On being powerless
I went down to the village yesterday.
It was an extreme emergency trip as I was out of baccy. It’s not often that that happens.
Anyhows I bought my baccy, milk and a couple of other essentials and went to drive home. I turned the ignition key. Clunk! Nothing. The fucking battery was dead.
This was a right pissed off moment. I had two options: I could leave the car there and walk home but I would risk heart failure climbing the damned hill and I would be just as badly off the following day, or I could sit there and sulk. I chose the latter option as it required least effort.
Then it crossed my mind that Daughter was out and about on her travels, so I phoned her. No problems, says she and do I have jump leads. I don’t. No problems says she, she’d buy some as she had been meaning to get them for herself anyway.
So I sat in the car as Daughter sent me progress messages. There were a few of those as every place in Skobieville she tried was out of them. Finally she tried our local garage as a last ditch effort. They had a set! She duly arrived and nosed up to my dead vehicle.
While I was waiting it crossed my mind I had never seen the engine, nor had any idea how to open the bonnet. It shows my age as I would have had the engine striped down several times in my younger days. The big problem was how do I open the bonnet? I searched around and pulled on various levers. I opened the boot, nearly fell out of the car when the seat collapsed and cracked my knee when the steering wheel dropped down, but the bonnet remained unmoved. Then I remembered that this was originally designed as a left hand drive. So I went to the passenger side. There was the lever!

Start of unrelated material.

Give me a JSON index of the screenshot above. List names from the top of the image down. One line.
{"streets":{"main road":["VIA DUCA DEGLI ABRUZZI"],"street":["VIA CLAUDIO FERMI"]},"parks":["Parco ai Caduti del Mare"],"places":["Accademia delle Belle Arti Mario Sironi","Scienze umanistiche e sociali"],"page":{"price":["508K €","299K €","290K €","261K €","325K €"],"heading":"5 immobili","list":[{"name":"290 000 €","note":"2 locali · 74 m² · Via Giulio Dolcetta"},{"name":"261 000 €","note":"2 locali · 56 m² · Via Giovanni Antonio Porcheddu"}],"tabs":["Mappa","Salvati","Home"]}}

So Daughter jump started the car. She is a fucking star!
This morning I connected up the battery charger.
Shortly after the entire area had a power cut.
Had I overloaded the grid or is someone trying to tell me something?
Had it been parked-up, locked and unused for a long period? If so, you can probably blame the alarm/immobiliser – whenever you lock it, that’s working away, gobbling power, flattening the battery. If it’s garaged, don’t lock it, that’s my tip. Or just drive it more, sod the Polar Bears.
It had only been immobile for a couple of days. I suspect the battery may be on the way out as it gave no previous problems.
Garaged? Hah! You should see my garage. Apart from the lawn tractor, wheelbarrow, various other bits of gardening stuff and central heating, it’s full to the brim with cardboard boxes. I must clear them out some year…..
Well now, your garage is very much like the one I have. Except I have no central heating unit or lawn tractor. The garden tools are hanging on the walls and the wheelbarrow is outside. Apparently, I have more boxes than you do. (Or maybe my boxes are larger?) Also, I have a single car garage which must be taken into account.
you’re being made ready for the ‘green’ future, with a bit of early practice
A good lesson on how to survive without electricity [the only power source]?
Get ready to buy a new battery. Best not done when you are really desparate, cos you will pay tourist rates for something not quite ideal.
All the lights, heaters, fans, etc. are tough on the battery and in car charger can hardly cope. Especially if battery fluid level is low.
Then trying to start with battery nearly dead can be the coup de no grace.
Imagine those lead plates’ silent scream.
In mean time try and always park facing down a long hill.
Good luck, And may the road rise up to meet you, etc. But not in a falling down blootered way.
I’d advise against the old ‘downhill bump-start’ method in any car less than 20 years old – this can cause unburnt fuel to enter the catalytic converter which, once the engine fires, can cause fatal damage to it, which you’ll only discover at the next annual emissions test, followed by a large bill. Better to stick to jump-leads nowadays.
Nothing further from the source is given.